Randomized placebo- and active-controlled study of desvenlafaxine for menopausal vasomotor symptoms

P Bouchard, N Panay, T J de Villiers, P Vincendon, W Bao, R J Cheng, G Constantine
Climacteric: the Journal of the International Menopause Society 2012, 15 (1): 12-20

OBJECTIVE: To evaluate the efficacy and safety of desvenlafaxine (administered as desvenlafaxine succinate) vs. tibolone and placebo for menopausal vasomotor symptoms and the incidence of uterine bleeding.

METHODS: This 12-week, double-blind, randomized, controlled trial was conducted at 35 sites in Europe, two sites in South Africa, and one site in Mexico. Postmenopausal women with ≥50 moderate or severe hot flushes per week (n = 485) were randomized to desvenlafaxine 100 mg/day, tibolone 2.5 mg/day, or placebo. Reduction in the average daily number of moderate and severe hot flushes at weeks 4 and 12 (primary endpoint) was evaluated using analysis of covariance.
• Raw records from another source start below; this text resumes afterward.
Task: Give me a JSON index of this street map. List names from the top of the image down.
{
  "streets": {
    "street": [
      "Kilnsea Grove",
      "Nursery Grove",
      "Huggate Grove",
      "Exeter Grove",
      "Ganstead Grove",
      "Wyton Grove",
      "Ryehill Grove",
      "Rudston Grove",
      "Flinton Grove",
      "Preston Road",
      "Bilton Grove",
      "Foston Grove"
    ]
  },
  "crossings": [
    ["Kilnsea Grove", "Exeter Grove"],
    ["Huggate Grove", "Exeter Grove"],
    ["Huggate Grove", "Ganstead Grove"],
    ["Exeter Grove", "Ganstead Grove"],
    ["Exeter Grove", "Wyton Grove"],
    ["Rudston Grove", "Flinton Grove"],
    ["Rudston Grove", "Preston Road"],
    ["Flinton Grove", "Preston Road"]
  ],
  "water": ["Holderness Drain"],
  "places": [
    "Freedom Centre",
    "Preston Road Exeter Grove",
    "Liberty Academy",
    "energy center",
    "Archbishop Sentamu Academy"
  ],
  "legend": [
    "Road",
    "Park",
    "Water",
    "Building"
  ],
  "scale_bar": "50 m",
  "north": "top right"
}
Safety assessments included incidence of uterine bleeding, adverse events, laboratory values, and vital signs.

RESULTS: At week 12, no statistically significant difference was observed in reduction of the average daily number of moderate and severe hot flushes for desvenlafaxine (-5.78) vs. placebo (-5.82; p = 0.921), although time to 50% reduction was significantly less than placebo (13 vs. 26 days, p = 0.006). Hot flush reduction with tibolone (-8.21) was significantly greater than placebo (p < 0.001). Nausea was the most common adverse event with desvenlafaxine, was generally mild to moderate, and resolved within the first 2 weeks. Significantly more subjects experienced bleeding with tibolone (23%) vs. desvenlafaxine (12%; p < 0.024) or placebo (9%; p < 0.001).

CONCLUSIONS: Desvenlafaxine did not separate from placebo in reducing the number of moderate to severe hot flushes at week 12, although it did allow women to achieve 50% reduction sooner than placebo. Tibolone did separate from placebo, but with smaller than expected effect. The placebo effect was high (57%). Adverse drug reactions were consistent with the known safety profile of desvenlafaxine, and significantly more women who received tibolone experienced episodes of bleeding compared with women who received desvenlafaxine or placebo.